▸ Activity:
Leaving out the images, reproduce every line of the data that follows exactly.

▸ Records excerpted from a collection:
--- START ---

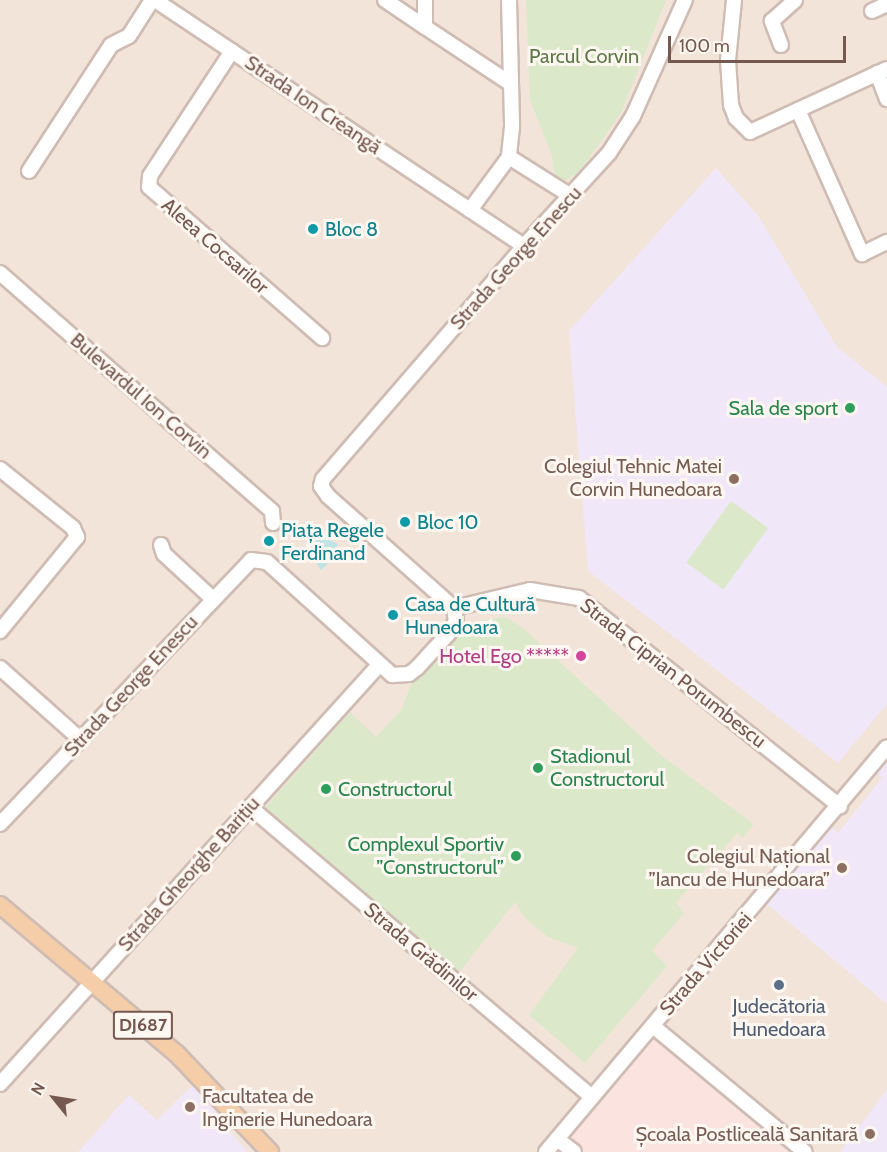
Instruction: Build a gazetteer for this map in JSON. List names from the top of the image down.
{
  "streets": {
    "main road": ["DJ687"],
    "street": [
      "Strada Ion Creangă",
      "Aleea Cocsarilor",
      "Strada George Enescu",
      "Bulevardul Ion Corvin",
      "Strada Ciprian Porumbescu",
      "Strada Gheorghe Barițiu",
      "Strada Grădinilor",
      "Strada Victoriei"
    ]
  },
  "crossings": [
    ["Strada Ion Creangă", "Aleea Cocsarilor"],
    ["Strada Ion Creangă", "Strada George Enescu"],
    ["Strada George Enescu", "Strada Ciprian Porumbescu"],
    ["Strada George Enescu", "Strada Gheorghe Barițiu"],
    ["Strada Ciprian Porumbescu", "Strada Victoriei"],
    ["Strada Gheorghe Barițiu", "Strada Grădinilor"],
    ["Strada Gheorghe Barițiu", "DJ687"],
    ["Strada Grădinilor", "Strada Victoriei"]
  ],
  "parks": ["Parcul Corvin"],
  "places": [
    "Bloc 8",
    "Sala de sport",
    "Colegiul Tehnic Matei Corvin Hunedoara",
    "Bloc 10",
    "Piața Regele Ferdinand",
    "Casa de Cultură Hunedoara",
    "Hotel Ego *****",
    "Stadionul Constructorul",
    "Constructorul",
    "Complexul Sportiv ”Constructorul”",
    "Colegiul Național ”Iancu de Hunedoara”",
    "Judecătoria Hunedoara",
    "Facultatea de Inginerie Hunedoara",
    "Școala Postliceală Sanitară"
  ],
  "scale_bar": "100 m",
  "north": "top left"
}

--- END ---

▸ Final answer:
Instruction: Build a gazetteer for this map in JSON. List names from the top of the image down.
{
  "streets": {
    "main road": ["DJ687"],
    "street": [
      "Strada Ion Creangă",
      "Aleea Cocsarilor",
      "Strada George Enescu",
      "Bulevardul Ion Corvin",
      "Strada Ciprian Porumbescu",
      "Strada Gheorghe Barițiu",
      "Strada Grădinilor",
      "Strada Victoriei"
    ]
  },
  "crossings": [
    ["Strada Ion Creangă", "Aleea Cocsarilor"],
    ["Strada Ion Creangă", "Strada George Enescu"],
    ["Strada George Enescu", "Strada Ciprian Porumbescu"],
    ["Strada George Enescu", "Strada Gheorghe Barițiu"],
    ["Strada Ciprian Porumbescu", "Strada Victoriei"],
    ["Strada Gheorghe Barițiu", "Strada Grădinilor"],
    ["Strada Gheorghe Barițiu", "DJ687"],
    ["Strada Grădinilor", "Strada Victoriei"]
  ],
  "parks": ["Parcul Corvin"],
  "places": [
    "Bloc 8",
    "Sala de sport",
    "Colegiul Tehnic Matei Corvin Hunedoara",
    "Bloc 10",
    "Piața Regele Ferdinand",
    "Casa de Cultură Hunedoara",
    "Hotel Ego *****",
    "Stadionul Constructorul",
    "Constructorul",
    "Complexul Sportiv ”Constructorul”",
    "Colegiul Național ”Iancu de Hunedoara”",
    "Judecătoria Hunedoara",
    "Facultatea de Inginerie Hunedoara",
    "Școala Postliceală Sanitară"
  ],
  "scale_bar": "100 m",
  "north": "top left"
}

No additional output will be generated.